● **EXERCISE**
Wherever "casing" shows up in the records below, copy the whole line.

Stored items

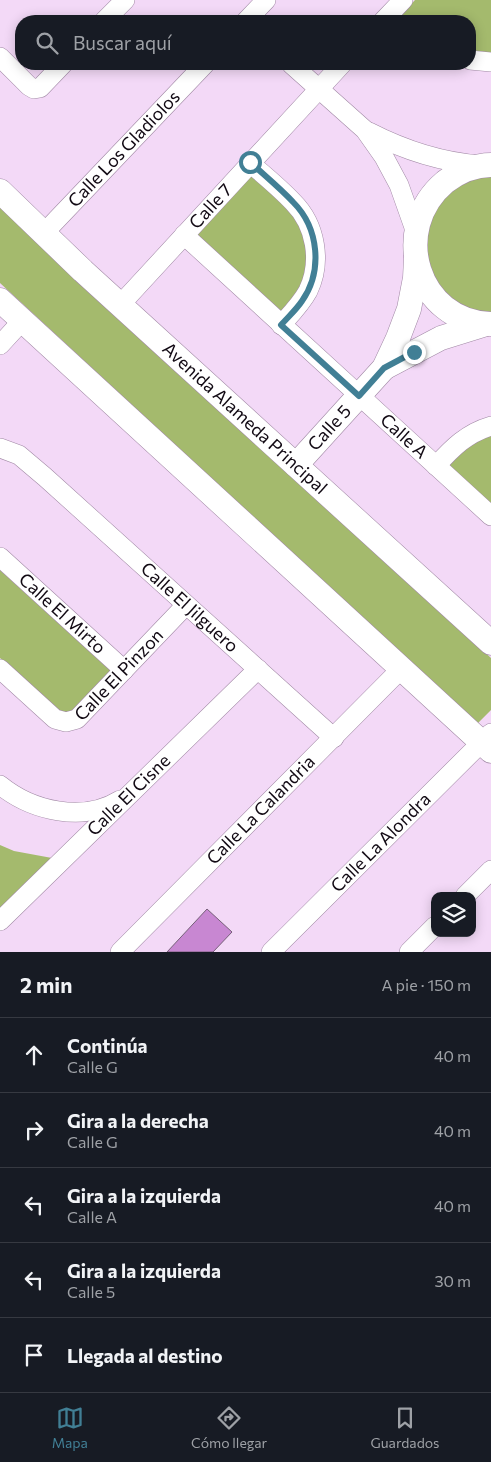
<!DOCTYPE html>
<html lang="es">
<head>
<meta charset="utf-8">
<style>
	body { margin:0; font-family:Commissioner,sans-serif; background:#20242c; color:#f1f3f6 }
	.controls { position:absolute; right:15px; bottom:15px; display:grid; overflow:hidden; border-radius:10px; box-shadow:0 2px 12px #0003 }
	.controls button { width:45px; height:45px; display:grid; place-items:center; padding:0; border:0; border-bottom:1px solid #363941; background:#171b24; color:#f1f3f6; font:25px sans-serif }
	.stop { position:absolute; width:15px; height:15px; margin:-11px; border:4px solid #417f95; border-radius:50%; background:#fff }
	.stop.end { background:#417f95; border-color:#fff; box-shadow:0 1px 5px #0008 }
	.list { margin:0; padding:0; list-style:none }
	h2 { display:flex; justify-content:space-between; align-items:center; height:65px; margin:0; padding:0 20px; font-size:21px }
	h2 small { font-size:16px; font-weight:400; color:#9ea1a6 }
	.list li { display:grid; grid-template-columns:32px 1fr auto; gap:15px; align-items:center; box-sizing:border-box; height:75px; padding:0 20px; border-top:1px solid #363941 }
	.list b { display:block; font-size:19px; white-space:nowrap }
	.list p { margin:0; font-size:16px; white-space:nowrap; color:#9ea1a6 }
	.list em { font-size:16px; font-style:normal; color:#9ea1a6 }
	.icon { flex:none; width:28px; height:28px; fill:none; stroke:currentColor; stroke-width:2; stroke-linecap:round; stroke-linejoin:round }
	.map { position:relative; flex:none; width:491px; height:952px; overflow:hidden }
	.search { position:absolute; background:#171b24; box-shadow:0 2px 12px #0003; left:15px; right:15px; top:15px; height:55px; display:flex; align-items:center; gap:12px; box-sizing:border-box; padding:0 18px; border-radius:20px; color:#9ea1a6; font-size:19px }
	.sheet { height:440px; background:#171b24 }
	nav { display:flex; justify-content:space-around; align-items:center; box-sizing:border-box; height:70px; border-top:1px solid #363941; background:#171b24; font-size:14px; color:#9ea1a6 }
	nav a { display:grid; justify-items:center; gap:2px }
	nav .on { color:#417f95 }
	.map>svg:first-child { display:block }
	.green { fill:#a4ba6d }
	.building { fill:#c887d2; stroke:#765f79 }
	.lines { fill:none; stroke-linecap:round; stroke-linejoin:round }
	.minor-casing { stroke:#a189a5; stroke-width:20 }
	.tertiary-casing { stroke:#a189a5; stroke-width:25 }
	.minor { stroke:#fff; stroke-width:19 }
	.tertiary { stroke:#fff; stroke-width:24 }
	.route { stroke:#417f95; stroke-width:6 }
	.labels { text-anchor:middle; stroke-width:4; stroke-linejoin:round; paint-order:stroke }
	.street-label { font-size:18px; fill:#110913; stroke:#faeafc }
</style>
</head>
<body>
<div class="map">
<svg width="491" height="952" viewBox="0 0 491 952">
	<rect width="100%" height="100%" fill="#f3d9f7"/>
	<!-- green -->
	<path class="green" d="M415,0H491V54L470,52V21H400L397,19Z
		M491,172V317L448,300L424,261L428,215L461,180Z
		M250,173L287,206L301,223L309,260L304,282L294,301L280,314L194,234Z
		M0,204L491,658V710L477,724L0,283Z
		M491,434V505L446,464L463,446Z
		M0,570L111,671L72,712L62,714L0,658Z
		M0,845L14,851L52,858L0,910Z"/>
	<!-- building -->
	<path class="building" d="M207,909L232,932L213,952H167Z"/>
	<g class="lines">
		<defs>
			<g id="minor">
				<path d="M104,21L125,0"/>
				<path d="M246,21L266,0"/>
				<path d="M383,21L403,0"/>
				<path d="M0,57L29,86L34,89L40,88L63,64"/>
				<path d="M470,60L491,62"/>
				<path d="M291,64L365,130L384,157L399,185L416,233"/>
				<path d="M369,132C404,150 440,162 480,165"/>
				<path d="M250,163C264,175 280,188 293,202C316,225 322,262 308,291C301,304 291,314 281,325"/>
				<path id="s1" d="M44,233L205,64"/>
				<path id="s2" d="M184,235L491,516"/>
				<path id="s3" d="M120,305L342,64"/>
				<path d="M0,345L22,321"/>
				<path id="s4" d="M0,448L19,455L45,477L334,738"/>
				<path d="M436,466C452,448 467,433 491,426"/>
				<path id="s5" d="M0,557L124,670"/>
				<path id="s6" d="M0,669L55,719L66,722L77,719L186,605"/>
				<path d="M0,785C32,811 83,823 120,800"/>
				<path d="M465,896L491,870"/>
				<path id="s7" d="M0,921L258,669"/>
				<path id="s8" d="M120,952L401,669"/>
				<path id="s9" d="M271,952L491,733"/>
				<path d="M409,952L435,926"/>
			</g>
			<g id="tertiary">
				<path d="M491,165C475,165 458,172 445,182C389,229 417,322 491,324"/>
				<path id="s10" d="M0,191L83,271L491,643"/>
				<path d="M0,300L491,751"/>
				<path d="M384,368L441,338L486,324"/>
				<path id="s11" d="M296,465L384,368L398,338L409,309L415,278L416,258"/>
			</g>
		</defs>
		<!-- minor casing -->
		<use href="#minor" class="minor-casing"/>
		<!-- tertiary casing -->
		<use href="#tertiary" class="tertiary-casing"/>
		<!-- minor -->
		<use href="#minor" class="minor"/>
		<!-- tertiary -->
		<use href="#tertiary" class="tertiary"/>
	</g>
	<g class="lines">
		<!-- route -->
		<path class="route" d="M250,162C264,175 280,188 293,202C319,228 323,271 302,301C296,310 288,317 281,325L359,396L384,368L414,352"/>
	</g>
	<g class="labels">
		<!-- street labels -->
		<g class="street-label">
			<text dy="6" stroke="none"><textPath href="#s1" startOffset="116">Calle Los Gladiolos</textPath></text>
			<text dy="6" stroke="none"><textPath href="#s3" startOffset="134">Calle 7</textPath></text>
			<text dy="6" stroke="none"><textPath href="#s10" startOffset="334">Avenida Alameda Principal</textPath></text>
			<text dy="6" stroke="none"><textPath href="#s11" startOffset="50">Calle 5</textPath></text>
			<text dy="6" stroke="none"><textPath href="#s2" startOffset="298">Calle A</textPath></text>
			<text dy="6" stroke="none"><textPath href="#s4" startOffset="249">Calle El Jilguero</textPath></text>
			<text dy="6" stroke="none"><textPath href="#s5" startOffset="84">Calle El Mirto</textPath></text>
			<text dy="6" stroke="none"><textPath href="#s6" startOffset="158">Calle El Pinzon</textPath></text>
			<text dy="6" stroke="none"><textPath href="#s7" startOffset="180">Calle El Cisne</textPath></text>
			<text dy="6" stroke="none"><textPath href="#s8" startOffset="200">Calle La Calandria</textPath></text>
			<text dy="6" stroke="none"><textPath href="#s9" startOffset="155">Calle La Alondra</textPath></text>
		</g>
	</g>
</svg>
<div class="controls">
<button><svg class="icon" aria-label="layers" viewBox="0 0 24 24"><path d="M12 4l9 5-9 5-9-5zM3 14l9 5 9-5"/></svg></button>
</div>
<div class="stop" style="left:250px;top:162px"></div>
<div class="stop end" style="left:414px;top:352px"></div>
<div class="search"><svg class="icon" aria-label="search" viewBox="0 0 24 24"><circle cx="10" cy="10" r="6"/><path d="M15 15l6 6"/></svg>Buscar aquí</div>
</div>
<section class="sheet">
<h2>2 min<small>A pie · 150 m</small></h2>
<ul class="list">
<li><svg class="icon" aria-label="ahead" viewBox="0 0 24 24"><path d="M12 20V5M6 11l6-6 6 6"/></svg><div><b>Continúa</b><p>Calle G</p></div><em>40 m</em></li>
<li><svg class="icon" aria-label="right" viewBox="0 0 24 24"><path d="M7 20v-9h11M14 6l5 5-5 5"/></svg><div><b>Gira a la derecha</b><p>Calle G</p></div><em>40 m</em></li>
<li><svg class="icon" aria-label="left" viewBox="0 0 24 24"><path d="M17 20v-9H6M10 6l-5 5 5 5"/></svg><div><b>Gira a la izquierda</b><p>Calle A</p></div><em>40 m</em></li>
<li><svg class="icon" aria-label="left" viewBox="0 0 24 24"><path d="M17 20v-9H6M10 6l-5 5 5 5"/></svg><div><b>Gira a la izquierda</b><p>Calle 5</p></div><em>30 m</em></li>
<li><svg class="icon" aria-label="arrive" viewBox="0 0 24 24"><path d="M6 21V4h12l-3 4 3 4H6"/></svg><div><b>Llegada al destino</b></div></li>
</ul>
</section>
<nav>
<a class="on"><svg class="icon" aria-label="map" viewBox="0 0 24 24"><path d="M3 6l6-2 6 2 6-2v14l-6 2-6-2-6 2zM9 4v14M15 6v14"/></svg>Mapa</a>
<a><svg class="icon" aria-label="directions" viewBox="0 0 24 24"><path d="M12 3l9 9-9 9-9-9zM9 14v-3h6M13 9l2 2-2 2"/></svg>Cómo llegar</a>
<a><svg class="icon" aria-label="saved" viewBox="0 0 24 24"><path d="M7 4h10v16l-5-4-5 4z"/></svg>Guardados</a>
</nav>
</body>
</html>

● **REPLY**
	.minor-casing { stroke:#a189a5; stroke-width:20 }
	.tertiary-casing { stroke:#a189a5; stroke-width:25 }
		<!-- minor casing -->
		<use href="#minor" class="minor-casing"/>
		<!-- tertiary casing -->
		<use href="#tertiary" class="tertiary-casing"/>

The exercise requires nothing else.